Жан Мюстер обнаруживал изменения в нем самом. Просыпался в наилучшем настроении, и дни казались лучшими. Каким было бы реваншем стать министром или префектом… Ему нравилась должность префекта. Эти царьки малых королевств его завораживали. Наконец, Франция децентрализована, разбита на регионы, имеющие расширенную власть. Он думал о Корсике с осознанным желанием. Захотят ли там его? Примут ли его как организатора нового сосуществования с метрополией?
Лоран, со своей стороны, приспосабливался к новой жизни, в которой несомненным признаком успеха было переутомление и истощение. Его обходили, чтобы зря не побеспокоить, ему льстили, вчерашняя бездарь сегодня почитался за чистокровного, заслуживающего соответствующего отношения. Лишним не был ни один кивок. Рабочие часы проходили в плавной обстановке, без сучка и задоринки.
Домой он возвращался с удовольствием. Во времена Эвелины он жил в окружении молчания, проходя по комнатам, он пересекал тишину в разных ее наслоениях. Присутствие Лизы обязывало открыть дом в мир музыки, дискотеки, речей и опер в стиле рок. Порой он с удовольствием запутывался в хрустальную паутину, создаваемую голосом Барбры Стрейзанд. Стены излучали музыку, Лиза, как профессионал, была окружена сверкающей аппаратурой и, подобно алхимику, царила в этом мире, она «делала» музыку, как другие готовят пиршество. Лоран несколько враждебно рассматривал эти инструменты, которые он находил слишком дорогими. Его привычка экономить, берущая начало в мещанской семье, восставала против этих вызывающих расходов. Подобно бобру, Лиза организовала в бывшей прачечной уголок по своему вкусу. Декоративные афиши с изображением животных занимали все стены и дверь ванной, на одной афише была изображена горилла с хитрым взглядом.
В этом новом для него мире Лоран бродил, счастливый, но чувствуя себя чужим. Лиза напоминала ему кошку из его детства, непредсказуемую и быстро переходящую от сладострастных ласк к царапанью мстительными когтями. Он ходил туда-сюда, исчезал. Лоран спрашивал себя: «Когда и как Лиза покинет меня? И по какой причине – истинной или ложной?» Вечера их проходили в прогулках по привлекательным окрестностям. Он целовал ее, любил, расспрашивал.

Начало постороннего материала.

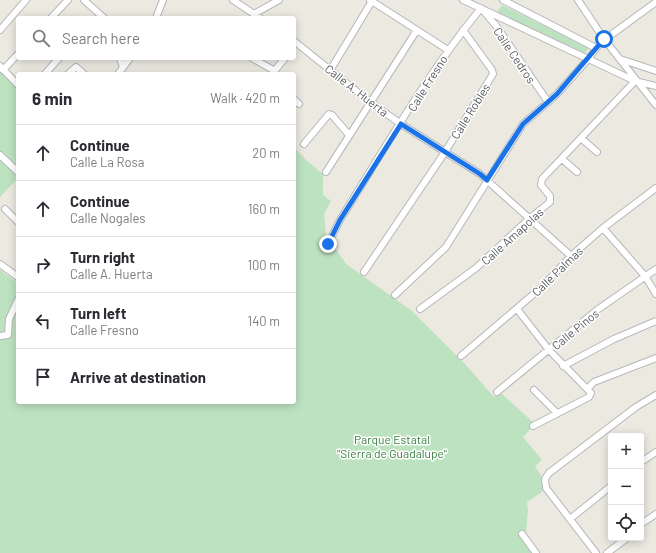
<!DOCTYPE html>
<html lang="en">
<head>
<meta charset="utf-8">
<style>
  body { margin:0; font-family:Barlow,sans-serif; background:#f7f7f7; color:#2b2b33 }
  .controls { position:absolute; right:12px; bottom:12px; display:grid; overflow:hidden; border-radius:4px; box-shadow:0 2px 10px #0003 }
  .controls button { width:36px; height:36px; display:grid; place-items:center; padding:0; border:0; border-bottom:1px solid #e1e1e2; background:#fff; color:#2b2b33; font:20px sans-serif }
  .stop { position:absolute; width:12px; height:12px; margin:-9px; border:3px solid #1a73e8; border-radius:50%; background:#fff }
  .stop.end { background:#1a73e8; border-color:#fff; box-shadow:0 1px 4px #0008 }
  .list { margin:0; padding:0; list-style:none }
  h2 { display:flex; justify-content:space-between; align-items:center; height:52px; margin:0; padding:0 16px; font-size:17px }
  h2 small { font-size:13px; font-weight:400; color:#7c7c81 }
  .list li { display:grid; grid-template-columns:26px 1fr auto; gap:12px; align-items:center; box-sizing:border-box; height:56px; padding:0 16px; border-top:1px solid #e1e1e2 }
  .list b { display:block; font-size:15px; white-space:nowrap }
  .list p { margin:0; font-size:13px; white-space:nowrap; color:#7c7c81 }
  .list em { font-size:13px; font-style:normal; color:#7c7c81 }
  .icon { flex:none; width:22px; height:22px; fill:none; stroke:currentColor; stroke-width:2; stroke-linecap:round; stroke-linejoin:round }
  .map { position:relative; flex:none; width:656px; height:553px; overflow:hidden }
  .search { position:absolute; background:#fff; box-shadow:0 2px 10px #0003; left:16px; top:16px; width:280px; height:44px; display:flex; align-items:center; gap:10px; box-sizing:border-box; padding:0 14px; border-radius:4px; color:#7c7c81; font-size:15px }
  .panel { position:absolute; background:#fff; box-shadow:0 2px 10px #0003; left:16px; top:72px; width:280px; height:332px; border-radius:4px }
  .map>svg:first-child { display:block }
  .green { fill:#bde2c0 }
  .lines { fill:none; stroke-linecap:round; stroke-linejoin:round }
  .minor-casing { stroke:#b6b7bc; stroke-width:8 }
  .minor { stroke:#fff; stroke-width:6 }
  .route { stroke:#1a73e8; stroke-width:5 }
  .labels { text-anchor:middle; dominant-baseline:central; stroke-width:3; stroke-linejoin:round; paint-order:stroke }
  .street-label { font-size:12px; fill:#595b60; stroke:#fff }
  .park-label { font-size:12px; fill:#388041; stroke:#fff }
</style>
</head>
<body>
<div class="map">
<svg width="656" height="553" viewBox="0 0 656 553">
  <rect width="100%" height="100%" fill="#ebe9e0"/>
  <path class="green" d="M502 5 589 48 585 53 497 12Z
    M0 64 18 83V178L0 197Z
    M294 147 307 161 323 174V195L331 201 324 214 326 235 346 264 412 311 465 364 494 397 501 393 535 424 523 437 542 460 535 466 543 479 542 492 527 502 528 511 526 532 539 553H0V270L18 283V402H294Z"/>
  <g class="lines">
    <g class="minor-casing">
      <path id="minor" d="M84 0 104 18
        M233 0 260 18
        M370 0 448 50
        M463 0 635 81 656 86
        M503 0 596 48
        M578 0 604 39 656 105
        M254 14 279 0
        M51 18 68 0
        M156 18 163 0
        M0 30 26 0
        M294 41 370 102 401 124 480 174 571 256
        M120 58 123 67
        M252 58 275 71
        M620 59 656 71
        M0 66 18 85
        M331 69 372 1
        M3 70 18 54
        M45 74 59 58
        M68 74 76 67 84 74
        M118 74 130 58
        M272 74 285 58
        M294 99 299 104
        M582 139 597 152
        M304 144 329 114 332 115 349 135
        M0 155 18 172
        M562 159 577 172
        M326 172 417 30
        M5 209 18 222
        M603 228 645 276 656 294
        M328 244 340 220C385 148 427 74 481 8L497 27 548 102
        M0 264 18 277
        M364 272 445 152 493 74 492 70 463 30
        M395 295 446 247 523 124 557 94 589 58 600 43 656 2
        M420 309 476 268 530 218 550 202V196L541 185 542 179 635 81
        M517 309 549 350 591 393 589 397 533 426
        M0 336 8 335 9 319 18 300
        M461 356 543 286 571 256 603 228 656 188
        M563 366 614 339 656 321
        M587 389 594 382 656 358
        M534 390 557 413
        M497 392 597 310 656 269
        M641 462 656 452
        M570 519 611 486
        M641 524 656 514
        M522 534 536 553
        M596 553 546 488 545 479 549 473 636 407 656 395
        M607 553 627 538"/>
    </g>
    <use href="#minor" class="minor"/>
  </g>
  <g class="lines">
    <path class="route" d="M328 244 340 220 401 124 480 174 487 180 523 124 557 94 604 39"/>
  </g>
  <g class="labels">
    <g class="street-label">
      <text transform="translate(515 55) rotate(56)">Calle Cedros</text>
      <text transform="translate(427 83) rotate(-58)">Calle Fresno</text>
      <text transform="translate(357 90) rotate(38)">Calle A. Huerta</text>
      <text transform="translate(470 111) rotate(-58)">Calle Robles</text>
      <text transform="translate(512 236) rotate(-42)">Calle Amapolas</text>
      <text transform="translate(557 271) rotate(-44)">Calle Palmas</text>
      <text transform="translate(575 329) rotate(-39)">Calle Pinos</text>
    </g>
    <g class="park-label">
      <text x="392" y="439">Parque Estatal<tspan x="392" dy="14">"Sierra de Guadalupe"</tspan></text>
    </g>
  </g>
</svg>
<div class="controls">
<button>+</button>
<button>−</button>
<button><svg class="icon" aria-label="locate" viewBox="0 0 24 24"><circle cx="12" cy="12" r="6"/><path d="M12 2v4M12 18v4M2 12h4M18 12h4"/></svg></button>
</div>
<div class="stop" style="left:604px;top:39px"></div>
<div class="stop end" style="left:328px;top:244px"></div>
<div class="search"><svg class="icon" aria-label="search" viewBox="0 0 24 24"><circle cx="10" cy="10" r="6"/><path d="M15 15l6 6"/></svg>Search here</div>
<section class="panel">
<h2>6 min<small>Walk · 420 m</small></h2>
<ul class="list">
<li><svg class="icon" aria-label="ahead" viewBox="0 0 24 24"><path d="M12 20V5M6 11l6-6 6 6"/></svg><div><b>Continue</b><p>Calle La Rosa</p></div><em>20 m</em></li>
<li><svg class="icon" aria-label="ahead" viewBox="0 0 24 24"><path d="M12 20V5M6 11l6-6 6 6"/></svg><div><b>Continue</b><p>Calle Nogales</p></div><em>160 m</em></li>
<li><svg class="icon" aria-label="right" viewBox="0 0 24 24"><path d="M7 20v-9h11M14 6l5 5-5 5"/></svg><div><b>Turn right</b><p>Calle A. Huerta</p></div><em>100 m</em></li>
<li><svg class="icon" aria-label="left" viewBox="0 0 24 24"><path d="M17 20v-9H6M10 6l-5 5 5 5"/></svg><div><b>Turn left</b><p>Calle Fresno</p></div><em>140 m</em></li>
<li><svg class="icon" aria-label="arrive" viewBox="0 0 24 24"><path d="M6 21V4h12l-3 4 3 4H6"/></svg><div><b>Arrive at destination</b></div></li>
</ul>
</section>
</div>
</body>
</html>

– О чем ты думаешь, когда мы занимаемся любовью?
– О любви.
– Значит, ты любишь меня?
– Люблю ли я тебя? – говорила она. – Ты нахал! Мне хорошо в твоих объятиях, но это не обязательно означает, что я тебя люблю. А ты? Прежде чем объясниться, я хотела бы знать, что ты чувствуешь по отношению ко мне…
– Конечно, я тебя люблю, – говорил он.
– Звучит это фальшиво. По-настоящему ты меня не любишь.
– Да нет же…
– Врунишка. Ты не умеешь любить, – говорила она. – Ты всегда думаешь о чем-то другом, а не обо мне.
– Неправда.
– Нет, правда.
– Я стараюсь изо всех сил, – говорил он.
Ни в коем случае нельзя было задевать его независимость, уступать какой-нибудь слабости и рассказывать лживые прекрасные басни этой милой девушке. Сластолюбец, требовательный и избалованный в сладострастии, он хотел слышать по отношении к нему «люблю тебя». Он хотел бы иметь «лучшего друга», никогда у него такого не было – дружба требует времени, – а он хотел иметь возможность сказать этому неизвестному другу: «Эта девушка с ума по мне сходит». Он смаковал эту фразу. Ему нужна была бы полная страсть Лизы, не отдавая ей своей страсти. «Для нее я – первая любовь, она должна бы громко прокламировать это, афишировать и убеждать меня в этом. Для меня она – последняя авантюра!» Вдруг погрустнев, он поправил себя: «Одна из моих последних авантюр… Она – лишь авантюра…» Он воспринимал выражения Лизы, изучал новый словарь, испытывал перепады настроения, мнимую независимость и подлинный романтизм. Для него и в чувственном, и в умственном отношении всему следовало верить.
– Почему ты говоришь, что ты – новый человек? – спросила она. – Для людей твоего поколения ты – новый. Но не для всех. Что ты считаешь новым в себе, Лоран?
Освободившаяся от своей скромности, не связанная каким-то уважением или презрением, враждебностью или влечением, она говорила с жестокостью, полезной для Лорана. Наконец, он изучал себя, видел себя глазами Лизы. Она плакала меньше или же плакала потихоньку.
Он не стремился узнать – как. Однажды, впрочем, он рискнул и сделал замечание.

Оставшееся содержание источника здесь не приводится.